If Government gets services, policies and legislation right for one-parent families, then they will be right for all families in Ireland.
We’re calling on government to:
Invest in out-of-court supports: Not only would this address lengthy court waiting times, but it would also provide best outcomes for children. Families need support, parenting courses, mediation and counselling to avoid adversarial, traumatic court cases. This should include funding for specialised services that support families experiencing high levels of conflict or domestic violence, such as One Family’s Separating Well for Children service, and therapeutic services for children.
Target Child Poverty: Most poor children in Ireland live in one-parent families and lone parents experience high levels of in-work poverty.
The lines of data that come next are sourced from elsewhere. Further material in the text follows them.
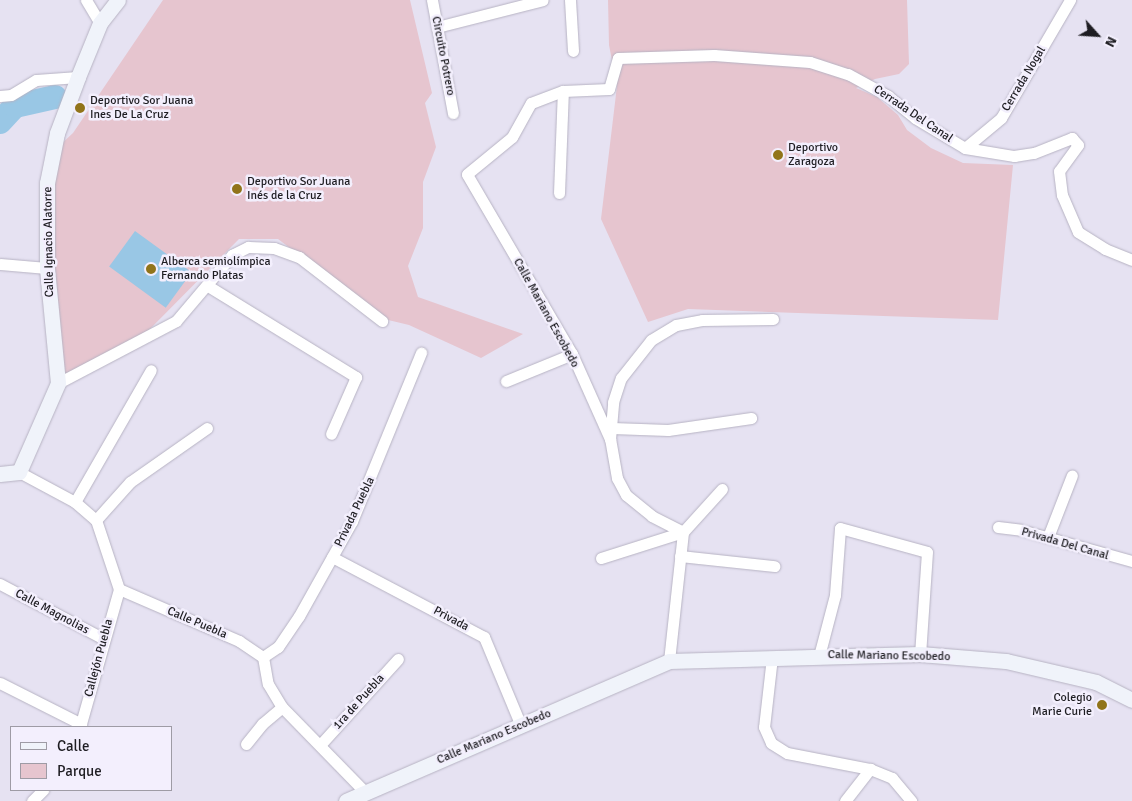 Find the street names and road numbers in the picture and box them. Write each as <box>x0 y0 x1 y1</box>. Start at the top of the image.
street label: Circuito Potrero <box>428 15 458 97</box>
street label: Cerrada Nogal <box>999 44 1049 114</box>
street label: Cerrada Del Canal <box>871 82 955 146</box>
street label: Calle Ignacio Alatorre <box>41 187 57 297</box>
street label: Calle Mariano Escobedo <box>510 256 582 370</box>
street label: Privada Puebla <box>332 475 378 549</box>
street label: Privada Del Canal <box>1020 525 1110 563</box>
street label: Calle Magnolias <box>13 586 91 638</box>
street label: Calle Puebla <box>165 604 229 642</box>
street label: Privada <box>431 604 471 634</box>
street label: Callejón Puebla <box>82 618 116 698</box>
street label: Calle Mariano Escobedo <box>828 648 950 664</box>
street label: 1ra de Puebla <box>330 671 388 733</box>
street label: Calle Mariano Escobedo <box>435 706 553 768</box> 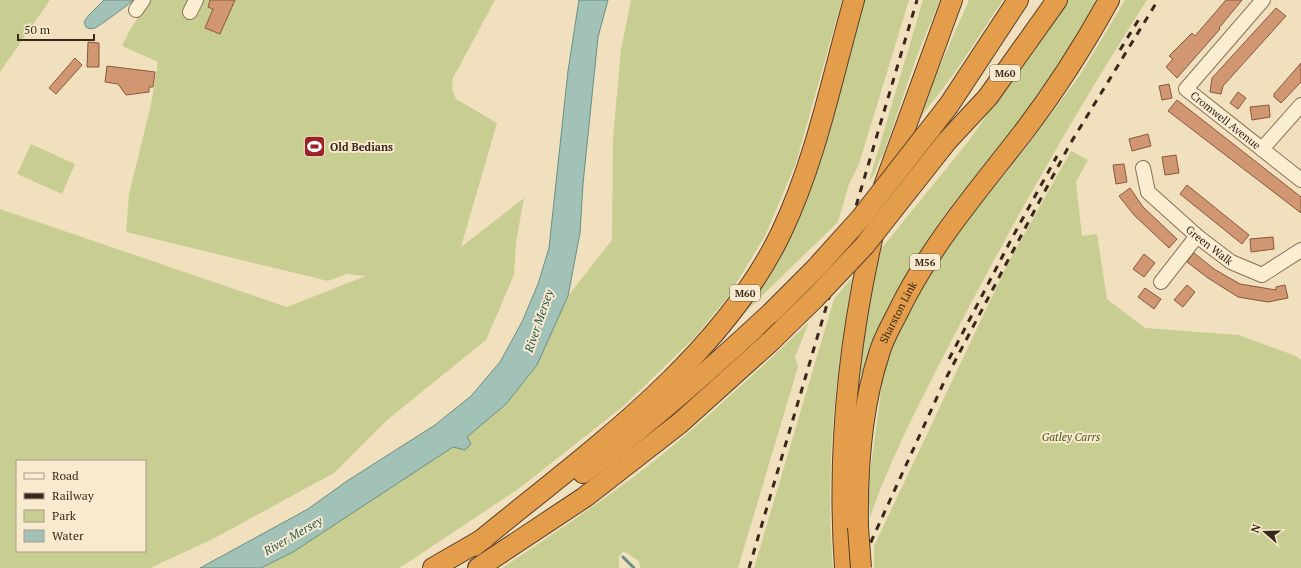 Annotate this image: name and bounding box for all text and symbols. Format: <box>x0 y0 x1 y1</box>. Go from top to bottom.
scale bar <box>18 16 94 42</box>
text: 50 m <box>24 22 51 37</box>
road number: M60 <box>990 65 1020 81</box>
street label: Cromwell Avenue <box>1188 88 1264 153</box>
sports icon: Old Bedians <box>302 134 328 160</box>
place label: Old Bedians <box>330 140 393 154</box>
street label: Green Walk <box>1183 222 1236 268</box>
road number: M56 <box>910 254 940 270</box>
street label: Sharston Link <box>876 278 920 345</box>
road number: M60 <box>730 285 760 301</box>
water label: River Mersey <box>520 287 556 355</box>
park label: Gatley Carrs <box>1042 430 1101 444</box>
legend <box>16 460 146 552</box>
text: Road <box>52 468 79 483</box>
text: Railway <box>52 488 95 503</box>
text: Park <box>52 508 77 523</box>
water label: River Mersey <box>260 512 325 559</box>
north arrow <box>1245 512 1285 552</box>
text: N <box>1248 522 1264 535</box>
text: Water <box>52 528 84 543</box> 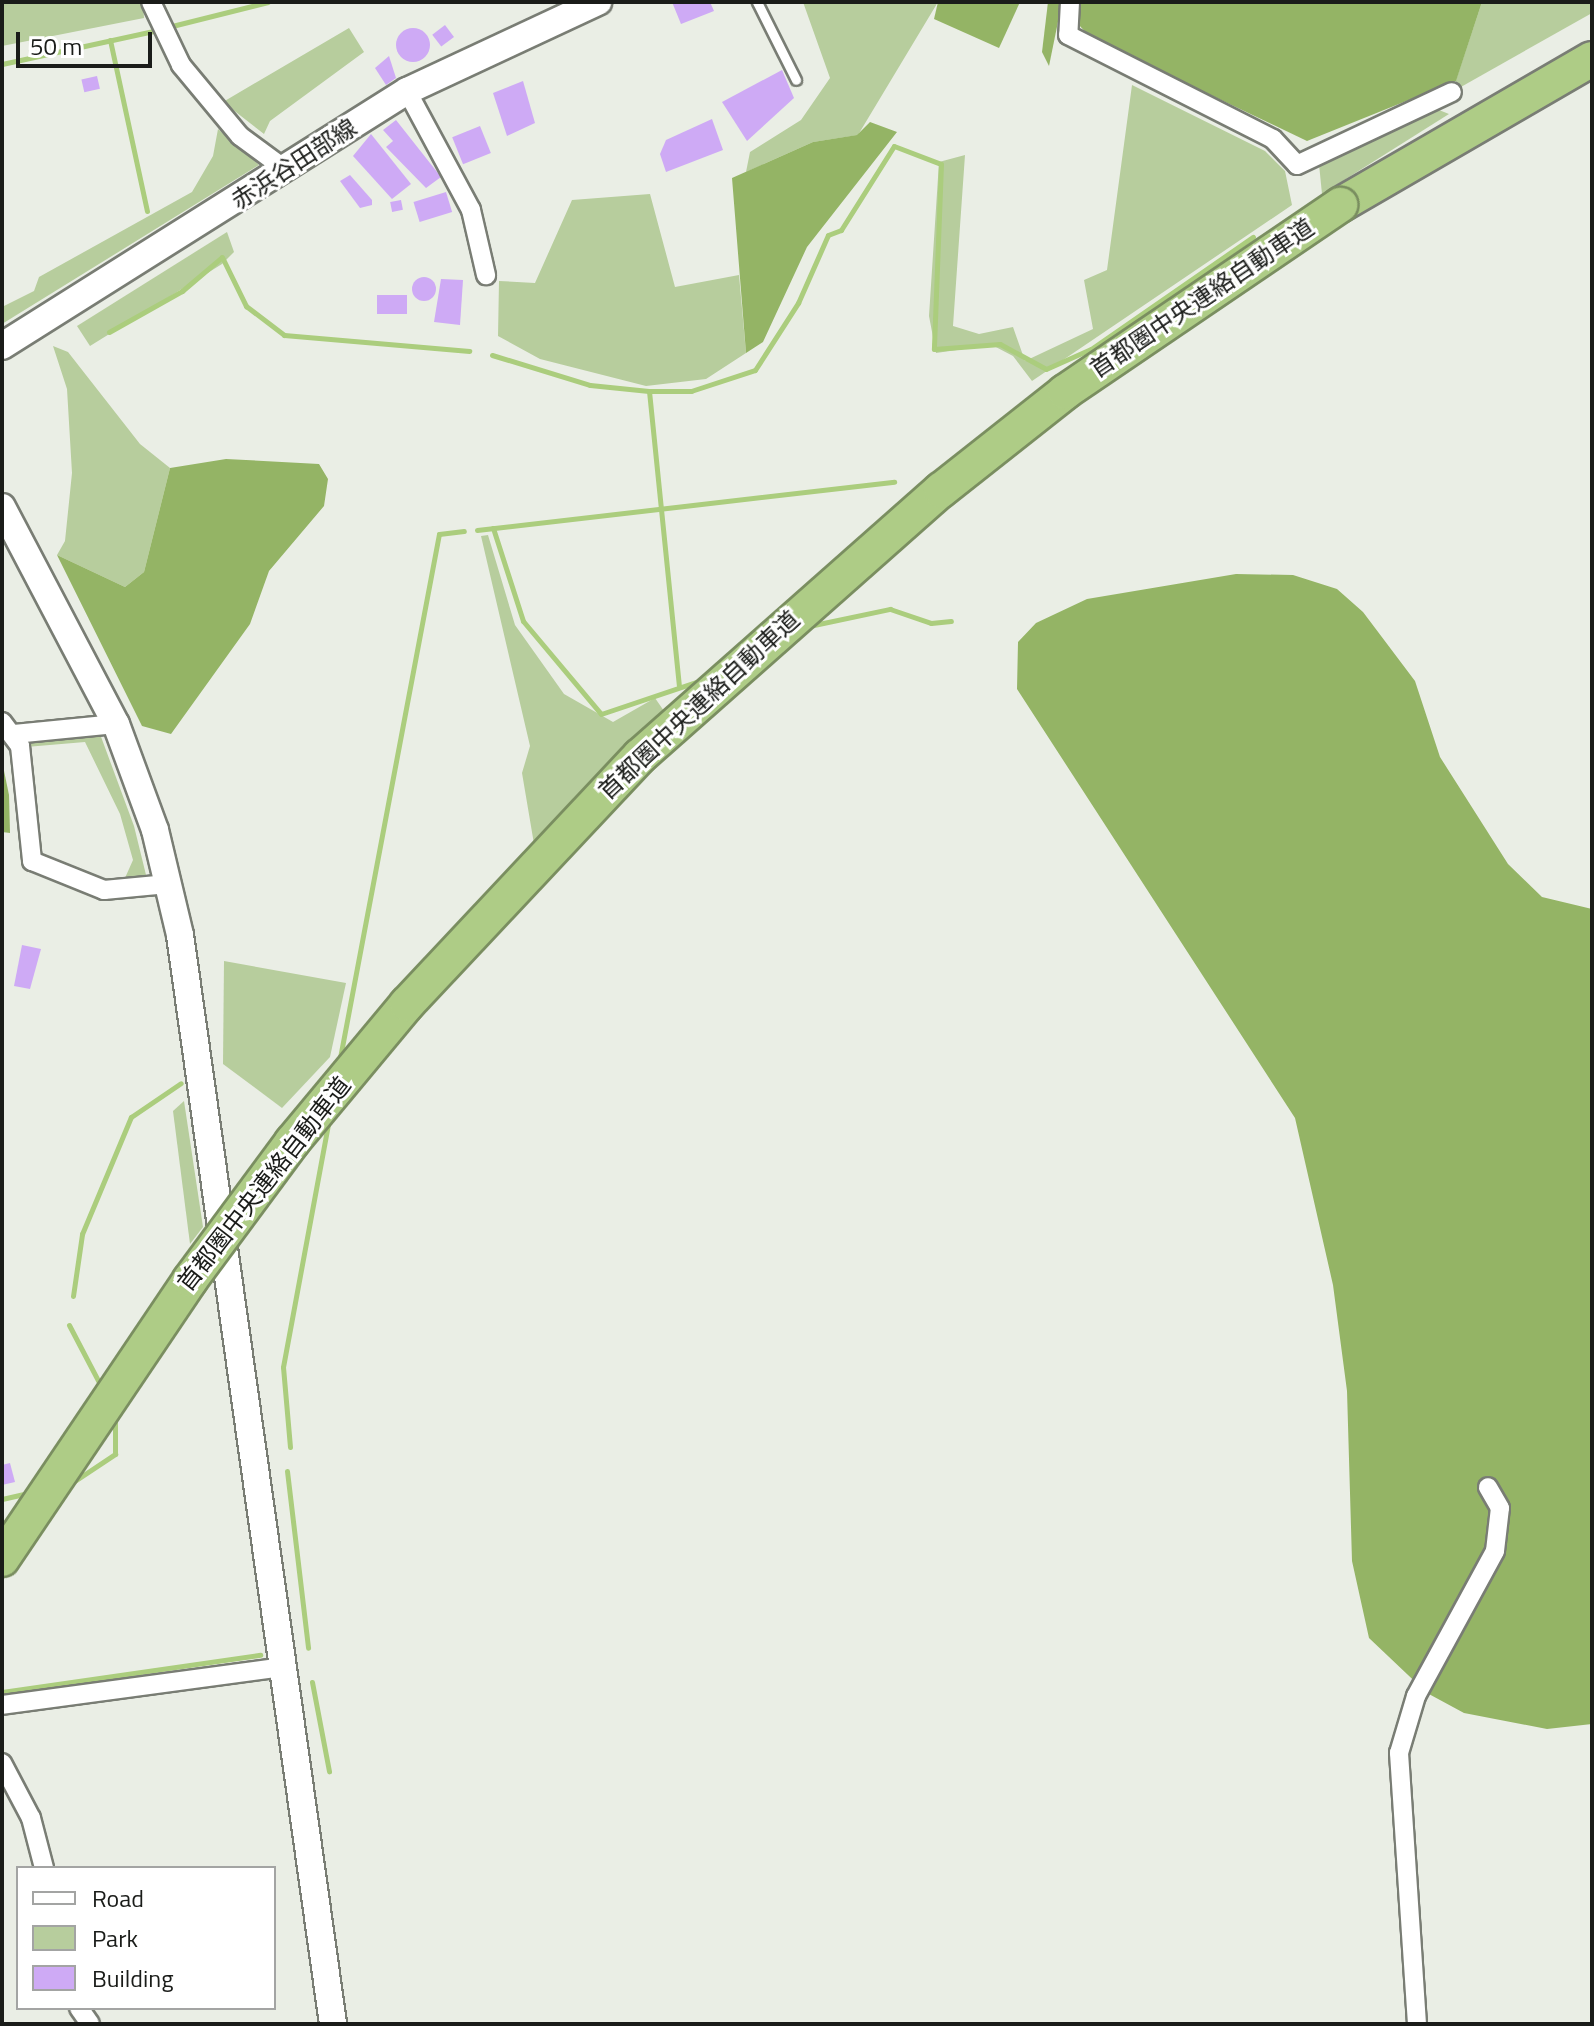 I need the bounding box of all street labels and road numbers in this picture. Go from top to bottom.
street label: 赤浜谷田部線 [226,113,362,215]
street label: 首都圏中央連絡自動車道 [1085,212,1319,384]
street label: 首都圏中央連絡自動車道 [593,604,805,806]
street label: 首都圏中央連絡自動車道 [171,1071,357,1297] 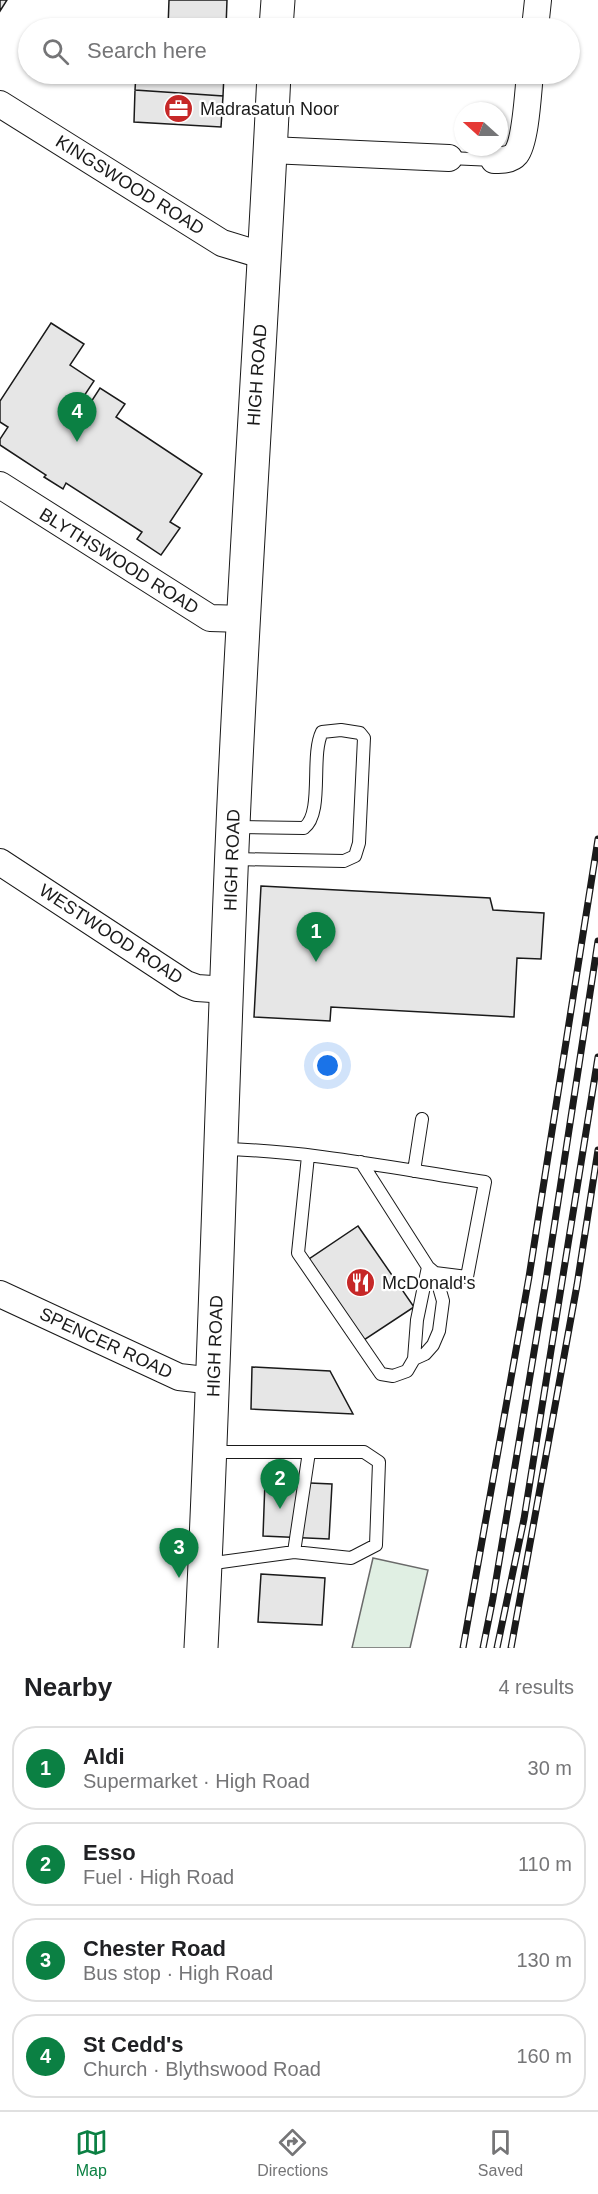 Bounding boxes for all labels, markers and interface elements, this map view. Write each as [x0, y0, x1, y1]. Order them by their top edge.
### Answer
search box [18, 18, 580, 84]
icon: search [39, 35, 72, 68]
text: Search here [87, 38, 207, 63]
office icon: Madrasatun Noor [163, 93, 195, 125]
place label: Madrasatun Noor [200, 99, 339, 119]
north arrow [454, 102, 508, 156]
street label: KINGSWOOD ROAD [52, 131, 208, 239]
street label: HIGH ROAD [243, 323, 271, 427]
pin: 4 [58, 392, 97, 442]
street label: BLYTHSWOOD ROAD [36, 504, 202, 618]
street label: HIGH ROAD [220, 809, 244, 911]
street label: WESTWOOD ROAD [36, 880, 186, 988]
pin: 1 [296, 912, 336, 962]
your location [313, 1051, 342, 1080]
restaurant icon: McDonald's [345, 1267, 377, 1299]
place label: McDonald's [382, 1273, 475, 1293]
street label: HIGH ROAD [203, 1295, 227, 1397]
street label: SPENCER ROAD [37, 1304, 175, 1382]
pin: 2 [260, 1460, 300, 1509]
pin: 3 [160, 1528, 198, 1578]
text: Nearby [24, 1672, 112, 1702]
text: 4 results [498, 1676, 574, 1698]
text: Aldi [83, 1744, 125, 1769]
text: 1 [40, 1757, 51, 1779]
text: 30 m [528, 1757, 572, 1779]
text: Supermarket · High Road [83, 1770, 310, 1792]
text: Esso [83, 1840, 136, 1865]
text: 2 [40, 1853, 51, 1875]
text: 110 m [518, 1853, 572, 1875]
text: Fuel · High Road [83, 1866, 234, 1888]
text: Chester Road [83, 1936, 226, 1961]
text: 3 [40, 1949, 51, 1971]
text: 130 m [516, 1949, 572, 1971]
text: Bus stop · High Road [83, 1962, 273, 1984]
text: St Cedd's [83, 2032, 184, 2057]
text: 4 [40, 2045, 51, 2067]
text: 160 m [516, 2045, 572, 2067]
text: Church · Blythswood Road [83, 2058, 321, 2080]
tab: Map [75, 2126, 108, 2180]
tab: Directions [257, 2126, 328, 2180]
tab: Saved [478, 2126, 523, 2180]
If the government wants to reduce child poverty, they can do this by targeting one-parent families. An efficient way of doing this is by increasing the amount of income excluded for lone parents who receive One Parent Family Payment or Jobseekers Transitional Payment to €222.75 per week; the equivalent of 16 working hours at National Minimum Wage.
Stop Family Homelessness: Government cannot accept monthly increases in child and family homelessness as normal. They need to immediately fund homelessness prevention, including the tenant-in-situ scheme, and increase housing assistance payments in line with local market rents. These payments were last increased in 2022 and the gap between the payment and rent that parents are forced to bridge is fuelling poverty, deprivation and increasing family homelessness.
Improve Access to Education: Move from a “work-activation” government approach to lone parents on social welfare to an evidence-based “education-first” one. This would address high levels of in-work poverty and create long-term savings for government, along with financial security for families.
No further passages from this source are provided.